27 January 2009

two things a day

I wrote the post title then went to have breakfast, watching television, my "listening exercise" for today. I was going to write about my practice of doing two things other than painting, however insignificant they might seem, to progress my art career each day.

It seems more important to write about two other things.

Yesterday I went to an agency (a little like Citizens' Advice Bureau) to get assistance to make sure my application to renew my permesso di soggiorno was absolutely correct. I may be out of the country when my current permesso expires.

I was welcomed into a warm office, made comfortable beside the computer to check all my details being entered as they appeared on the screen. I noticed that the moment my name was typed my codice fiscale appeared automatically. Big Brother does watch, very efficiently. The inevitable questions came, amid laughter and banter. HOW did I ever find such a tiny spot to live in, when Italy offered so many places? This question I can answer relatively fluently now!

When I left the office I felt great; the man asking the questions asked me to let them know when my next exhibition would be. The woman with the sunny personality handling my application is now a friend; we will go to concerts and eat gelati in the summer, she will bring her daughter to see me paint.
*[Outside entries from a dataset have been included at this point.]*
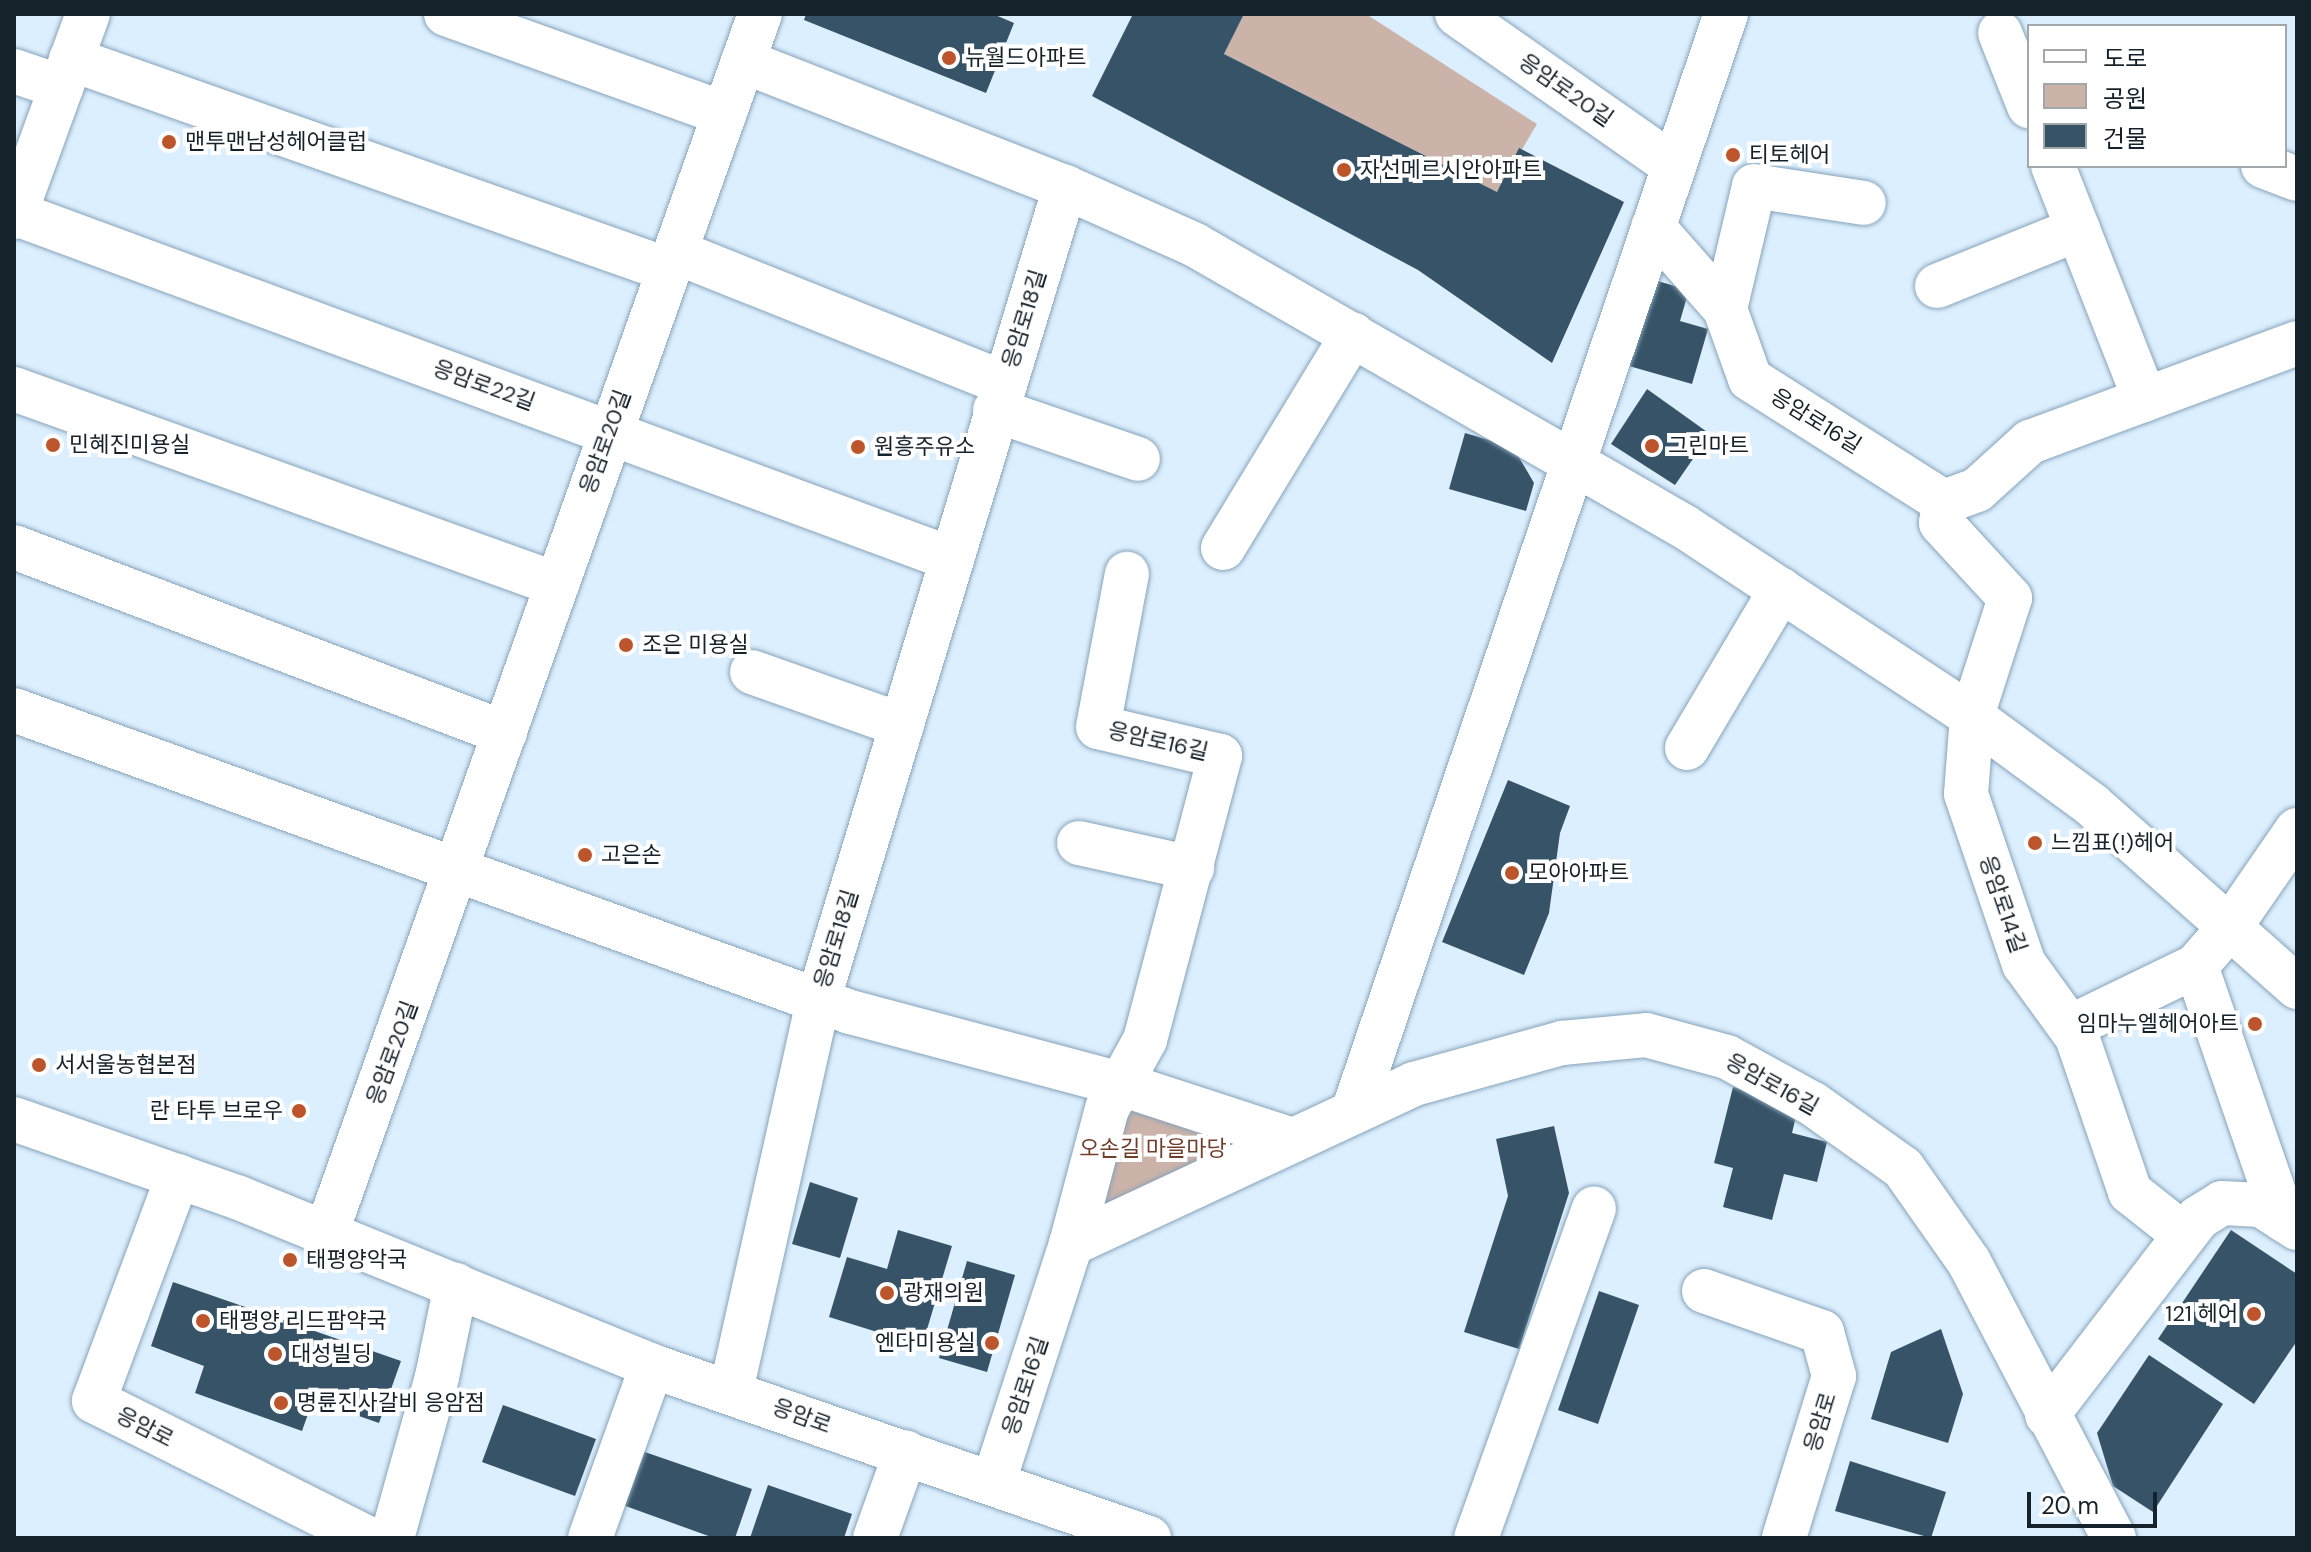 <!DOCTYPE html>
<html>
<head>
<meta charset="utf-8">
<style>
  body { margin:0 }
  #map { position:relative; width:2311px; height:1552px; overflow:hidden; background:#dceffe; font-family:"DM Sans","Noto Sans KR",sans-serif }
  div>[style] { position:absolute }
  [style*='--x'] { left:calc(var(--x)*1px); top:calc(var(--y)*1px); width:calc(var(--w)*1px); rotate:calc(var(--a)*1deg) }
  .green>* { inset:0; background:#cbb3aa }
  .building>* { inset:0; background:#375367 }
  .roads { filter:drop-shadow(0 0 2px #86a3ba) drop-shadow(0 0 2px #86a3ba) }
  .minor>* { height:44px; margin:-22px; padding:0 22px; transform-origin:22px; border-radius:22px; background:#fff }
  .major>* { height:44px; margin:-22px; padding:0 22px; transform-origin:22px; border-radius:22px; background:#fff }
  .dots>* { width:22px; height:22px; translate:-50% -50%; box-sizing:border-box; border:4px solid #fff; border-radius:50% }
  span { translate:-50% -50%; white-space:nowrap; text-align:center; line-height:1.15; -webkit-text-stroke:8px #fff; paint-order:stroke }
  .poi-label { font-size:22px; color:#16222b }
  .left { translate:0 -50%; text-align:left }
  .right { translate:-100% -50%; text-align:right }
  .street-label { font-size:22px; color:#16222b }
  .park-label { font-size:22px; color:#713e2b }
  .frame { position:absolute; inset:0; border:16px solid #16222b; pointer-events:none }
  .legend { position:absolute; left:2027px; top:24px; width:260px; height:144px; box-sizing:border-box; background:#fff; border:2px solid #a2a7aa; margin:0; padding:10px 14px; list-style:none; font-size:24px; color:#16222b }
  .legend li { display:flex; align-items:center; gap:16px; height:40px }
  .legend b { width:40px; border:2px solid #a2a7aa }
  .scale { position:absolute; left:2027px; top:1492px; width:130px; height:36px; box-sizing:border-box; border:4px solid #16222b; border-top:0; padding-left:10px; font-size:24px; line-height:28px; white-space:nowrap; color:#16222b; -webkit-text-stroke:6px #fff; paint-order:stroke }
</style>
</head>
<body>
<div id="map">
  <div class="green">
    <div style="clip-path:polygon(1244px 14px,1366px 14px,1537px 124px,1497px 192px,1224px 54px)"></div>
    <div style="clip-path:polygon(1126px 1099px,1259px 1140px,1091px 1222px)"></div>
  </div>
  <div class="building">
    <div style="clip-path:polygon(806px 14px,993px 14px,1014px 23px,986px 93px,804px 20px)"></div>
    <div style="clip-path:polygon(1133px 14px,1244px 14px,1224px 54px,1497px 192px,1519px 148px,1624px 202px,1552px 363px,1418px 270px,1092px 96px)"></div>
    <div style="clip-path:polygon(1654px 280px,1689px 290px,1680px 321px,1708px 329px,1692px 384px,1629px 366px)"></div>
    <div style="clip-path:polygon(1647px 389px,1710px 434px,1675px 485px,1611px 444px)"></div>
    <div style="clip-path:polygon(1465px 433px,1513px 447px,1534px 483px,1526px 511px,1449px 489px)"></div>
    <div style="clip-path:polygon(1508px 780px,1570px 806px,1560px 833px,1549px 913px,1524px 975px,1442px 942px)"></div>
    <div style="clip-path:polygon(1733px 1087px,1799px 1104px,1792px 1133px,1827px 1142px,1817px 1182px,1784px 1174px,1772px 1220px,1723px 1207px,1733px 1168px,1714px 1163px)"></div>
    <div style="clip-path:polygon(1554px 1126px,1569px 1193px,1519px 1349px,1464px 1332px,1508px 1196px,1496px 1139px)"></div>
    <div style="clip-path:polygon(810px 1182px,858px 1198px,840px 1258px,792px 1244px)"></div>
    <div style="clip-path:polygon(898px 1230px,952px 1246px,922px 1346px,829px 1317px,847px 1257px,887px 1269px)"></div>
    <div style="clip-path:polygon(2231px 1230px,2297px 1274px,2297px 1341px,2254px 1404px,2158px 1339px)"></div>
    <div style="clip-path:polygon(967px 1261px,1015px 1275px,987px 1372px,939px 1358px)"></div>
    <div style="clip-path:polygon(173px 1282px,401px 1361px,379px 1423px,313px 1400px,302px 1431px,195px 1393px,204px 1366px,151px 1346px)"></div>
    <div style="clip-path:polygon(1599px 1291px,1639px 1305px,1598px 1424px,1558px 1410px)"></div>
    <div style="clip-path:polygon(1941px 1329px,1963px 1394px,1948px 1443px,1871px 1419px,1891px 1352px)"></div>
    <div style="clip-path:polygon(2149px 1355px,2223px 1404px,2153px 1512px,2113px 1486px,2097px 1433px)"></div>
    <div style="clip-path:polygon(503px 1405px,596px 1439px,575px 1496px,482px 1462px)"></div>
    <div style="clip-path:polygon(639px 1450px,752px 1489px,735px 1538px,714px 1538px,620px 1504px)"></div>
    <div style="clip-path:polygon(1850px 1461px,1946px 1492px,1931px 1538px,1835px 1511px)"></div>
    <div style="clip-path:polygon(768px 1485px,852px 1514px,844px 1538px,750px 1538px)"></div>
  </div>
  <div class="roads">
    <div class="minor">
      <div style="--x:446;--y:14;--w:296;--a:19.7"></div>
      <div style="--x:1457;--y:14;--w:265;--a:35"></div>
      <div style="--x:2000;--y:33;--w:79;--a:68.3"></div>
      <div style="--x:71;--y:59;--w:634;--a:19.44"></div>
      <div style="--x:743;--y:61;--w:346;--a:21.4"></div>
      <div style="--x:1065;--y:187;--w:142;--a:24"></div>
      <div style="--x:1195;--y:245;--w:565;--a:29.92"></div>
      <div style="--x:1685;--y:527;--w:329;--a:33.4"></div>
      <div style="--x:1960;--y:708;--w:164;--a:36.3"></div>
      <div style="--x:2092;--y:805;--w:274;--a:41.6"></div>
      <div style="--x:14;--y:71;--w:50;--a:18.8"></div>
      <div style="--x:2053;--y:166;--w:251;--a:68.5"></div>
      <div style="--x:2263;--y:166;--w:36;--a:21"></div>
      <div style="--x:14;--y:213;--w:1000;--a:20.25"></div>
      <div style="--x:14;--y:217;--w:216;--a:-70"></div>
      <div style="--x:1653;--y:227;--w:109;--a:48.7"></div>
      <div style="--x:1725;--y:309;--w:74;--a:70.3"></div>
      <div style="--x:1750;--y:379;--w:230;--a:32.4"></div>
      <div style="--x:676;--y:252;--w:353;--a:21.8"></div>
      <div style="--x:1937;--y:286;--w:152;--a:-22"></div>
      <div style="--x:1725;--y:309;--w:126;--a:-76.7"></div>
      <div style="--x:1754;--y:186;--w:111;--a:8.8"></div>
      <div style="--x:14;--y:389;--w:576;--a:19.79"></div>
      <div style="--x:995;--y:410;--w:151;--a:18.9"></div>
      <div style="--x:1944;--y:502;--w:21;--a:98"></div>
      <div style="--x:1941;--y:523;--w:102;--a:47.4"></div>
      <div style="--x:2010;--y:598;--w:124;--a:107.9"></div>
      <div style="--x:1972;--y:716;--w:78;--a:94.4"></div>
      <div style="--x:1966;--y:794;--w:180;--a:71.2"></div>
      <div style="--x:2024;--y:964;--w:90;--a:54"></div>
      <div style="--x:2077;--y:1037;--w:164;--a:71.1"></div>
      <div style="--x:2130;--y:1192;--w:68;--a:38.4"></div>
      <div style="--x:1944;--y:502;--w:35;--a:-20"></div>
      <div style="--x:1977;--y:490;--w:72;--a:-42.2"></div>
      <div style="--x:2030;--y:442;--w:285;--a:-20.3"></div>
      <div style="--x:14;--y:547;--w:525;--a:20.75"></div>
      <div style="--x:1223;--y:548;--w:250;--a:-58.7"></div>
      <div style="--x:752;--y:672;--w:159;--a:19.5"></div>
      <div style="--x:14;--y:710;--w:889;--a:19.86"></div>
      <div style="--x:850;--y:1012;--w:280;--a:14.9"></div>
      <div style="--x:1121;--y:1084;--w:180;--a:18.1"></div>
      <div style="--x:1687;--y:748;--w:184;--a:-59.3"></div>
      <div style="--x:1079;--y:843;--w:116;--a:12.5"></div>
      <div style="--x:2196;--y:966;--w:268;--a:71"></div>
      <div style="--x:2070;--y:1027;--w:140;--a:-25.8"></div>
      <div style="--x:2196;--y:966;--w:52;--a:-48.9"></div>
      <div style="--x:2230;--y:927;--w:118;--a:-55.4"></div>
      <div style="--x:1353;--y:1112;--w:1160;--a:-71.24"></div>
      <div style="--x:178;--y:1176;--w:240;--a:110.5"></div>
      <div style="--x:94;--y:1401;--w:305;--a:26.6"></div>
      <div style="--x:326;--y:1234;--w:1295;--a:-70.42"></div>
      <div style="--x:1071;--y:1244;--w:378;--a:-25"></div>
      <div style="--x:1414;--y:1084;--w:154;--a:-15.5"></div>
      <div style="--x:1562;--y:1043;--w:84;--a:-5.4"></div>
      <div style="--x:1646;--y:1035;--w:84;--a:15.2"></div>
      <div style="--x:1727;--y:1057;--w:98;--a:28.7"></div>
      <div style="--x:1813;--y:1104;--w:110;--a:35.4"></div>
      <div style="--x:1903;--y:1168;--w:115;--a:54.9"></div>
      <div style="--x:1969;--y:1262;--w:312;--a:62.3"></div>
      <div style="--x:1704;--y:1291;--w:125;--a:19.2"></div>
      <div style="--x:1822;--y:1332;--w:46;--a:74.7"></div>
      <div style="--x:1834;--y:1376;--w:170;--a:107.2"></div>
      <div style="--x:731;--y:1391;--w:400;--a:-77.4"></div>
      <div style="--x:818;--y:1001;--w:851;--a:-73.12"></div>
      <div style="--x:2047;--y:1415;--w:248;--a:-52.5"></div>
      <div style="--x:2198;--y:1218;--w:28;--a:-32"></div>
      <div style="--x:2222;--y:1203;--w:39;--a:3"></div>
      <div style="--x:2261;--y:1205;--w:43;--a:32.6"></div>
      <div style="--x:994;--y:1481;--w:249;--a:-72"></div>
      <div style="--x:1071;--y:1244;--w:140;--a:-75.1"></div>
      <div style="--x:1107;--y:1109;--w:79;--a:-61.2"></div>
      <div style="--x:1145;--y:1040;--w:294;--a:-75.2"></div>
      <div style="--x:1220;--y:756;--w:125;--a:-166.6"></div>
      <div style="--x:1098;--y:727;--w:156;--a:-79.3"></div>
      <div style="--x:392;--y:1538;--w:167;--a:-74.4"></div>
      <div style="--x:437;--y:1377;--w:94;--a:-78.3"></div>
      <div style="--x:590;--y:1538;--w:183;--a:-70.2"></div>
      <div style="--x:875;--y:1538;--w:91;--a:-70.2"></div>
      <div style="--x:1476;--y:1538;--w:350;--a:-70.3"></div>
    </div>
    <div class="major">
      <div style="--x:14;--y:1119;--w:238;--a:19.3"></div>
      <div style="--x:239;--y:1198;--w:446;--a:22.1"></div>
      <div style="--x:652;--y:1366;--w:526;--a:19.09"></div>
    </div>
  </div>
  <div class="dots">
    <div style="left:949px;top:58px;background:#bc552c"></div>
    <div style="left:169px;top:142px;background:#bc552c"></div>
    <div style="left:1733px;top:155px;background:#bc552c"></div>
    <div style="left:1344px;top:170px;background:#bc552c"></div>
    <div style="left:53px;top:445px;background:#bc552c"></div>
    <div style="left:1652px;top:446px;background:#bc552c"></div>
    <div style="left:858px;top:447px;background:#bc552c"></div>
    <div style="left:626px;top:645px;background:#bc552c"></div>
    <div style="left:2035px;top:843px;background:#bc552c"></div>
    <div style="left:585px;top:855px;background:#bc552c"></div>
    <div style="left:1512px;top:873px;background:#bc552c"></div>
    <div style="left:2255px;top:1024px;background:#bc552c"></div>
    <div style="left:39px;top:1065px;background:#bc552c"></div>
    <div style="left:299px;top:1111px;background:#bc552c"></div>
    <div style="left:290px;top:1260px;background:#bc552c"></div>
    <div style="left:887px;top:1293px;background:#bc552c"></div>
    <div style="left:2254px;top:1314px;background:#bc552c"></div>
    <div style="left:203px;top:1321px;background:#bc552c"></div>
    <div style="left:992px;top:1343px;background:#bc552c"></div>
    <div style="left:275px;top:1354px;background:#bc552c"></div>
    <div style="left:281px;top:1403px;background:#bc552c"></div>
  </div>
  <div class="poi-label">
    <span class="left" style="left:965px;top:58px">뉴월드아파트</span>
    <span class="left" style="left:185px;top:142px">맨투맨남성헤어클럽</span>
    <span class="left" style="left:1749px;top:155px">티토헤어</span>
    <span class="left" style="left:1360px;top:170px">자선메르시안아파트</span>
    <span class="left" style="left:69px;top:445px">민혜진미용실</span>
    <span class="left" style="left:1668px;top:446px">그린마트</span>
    <span class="left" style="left:874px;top:447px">원흥주유소</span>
    <span class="left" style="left:642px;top:645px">조은 미용실</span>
    <span class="left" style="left:2051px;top:843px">느낌표(!)헤어</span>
    <span class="left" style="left:601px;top:855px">고은손</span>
    <span class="left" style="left:1528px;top:873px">모아아파트</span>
    <span class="right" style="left:2239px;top:1024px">임마누엘헤어아트</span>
    <span class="left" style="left:55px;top:1065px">서서울농협본점</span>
    <span class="right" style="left:283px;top:1111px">란 타투 브로우</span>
    <span class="left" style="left:306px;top:1260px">태평양악국</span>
    <span class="left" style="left:903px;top:1293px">광재의원</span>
    <span class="right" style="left:2238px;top:1314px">121 헤어</span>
    <span class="left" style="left:219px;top:1321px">태평양 리드팜약국</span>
    <span class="right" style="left:976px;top:1343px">엔다미용실</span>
    <span class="left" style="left:291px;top:1354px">대성빌딩</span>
    <span class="left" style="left:297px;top:1403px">명륜진사갈비 응암점</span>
  </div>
  <div class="street-label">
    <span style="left:1566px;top:90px;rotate:35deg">응암로20길</span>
    <span style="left:1024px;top:319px;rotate:-73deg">응암로18길</span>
    <span style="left:484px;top:385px;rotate:20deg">응암로22길</span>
    <span style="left:1816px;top:421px;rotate:32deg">응암로16길</span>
    <span style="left:605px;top:442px;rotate:-70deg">응암로20길</span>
    <span style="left:1158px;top:741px;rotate:13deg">응암로16길</span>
    <span style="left:2003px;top:904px;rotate:71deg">응암로14길</span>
    <span style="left:836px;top:939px;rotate:-73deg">응암로18길</span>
    <span style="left:392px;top:1053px;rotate:-70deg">응암로20길</span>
    <span style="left:1772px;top:1084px;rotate:29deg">응암로16길</span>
    <span style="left:1025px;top:1386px;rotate:-72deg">응암로16길</span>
    <span style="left:802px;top:1416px;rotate:20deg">응암로</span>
    <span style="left:1820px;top:1422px;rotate:-73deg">응암로</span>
    <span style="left:145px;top:1427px;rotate:27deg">응암로</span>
  </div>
  <div class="park-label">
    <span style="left:1153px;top:1149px">오손길 마을마당</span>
  </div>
  <div class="frame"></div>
  <ul class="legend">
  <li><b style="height:10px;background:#fff"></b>도로</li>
  <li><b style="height:22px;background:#cbb3aa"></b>공원</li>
  <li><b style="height:22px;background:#375367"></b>건물</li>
  </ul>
  <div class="scale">20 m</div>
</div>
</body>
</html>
As I ate my breakfast on my comfortable couch, warmly dressed and wearing my Christmas gift slippers, I watched a program about the problem of clandestine immigrants in Italy. Sleeping under blue plastic covers, wearing plastic bags inside their shoes to keep their feet dry, sharing the little they had, trying to hide in their shanty towns as the cameras approached, their futures looked bleak. Comradeship was really their only resource.

We sit in our houses, alone, wondering what to bake today, how to arrange our furniture, how much money we might need to survive independently in our old age. Comradeship is sometimes lacking.

The "talking heads" discussing the problem were not threatening to evict these immigrants. They were looking for solutions, and wondering how they will cope when, not if, the next four hundred arrive.

It makes my "problem" about finding good light for painting in the winter pretty pathetic, really.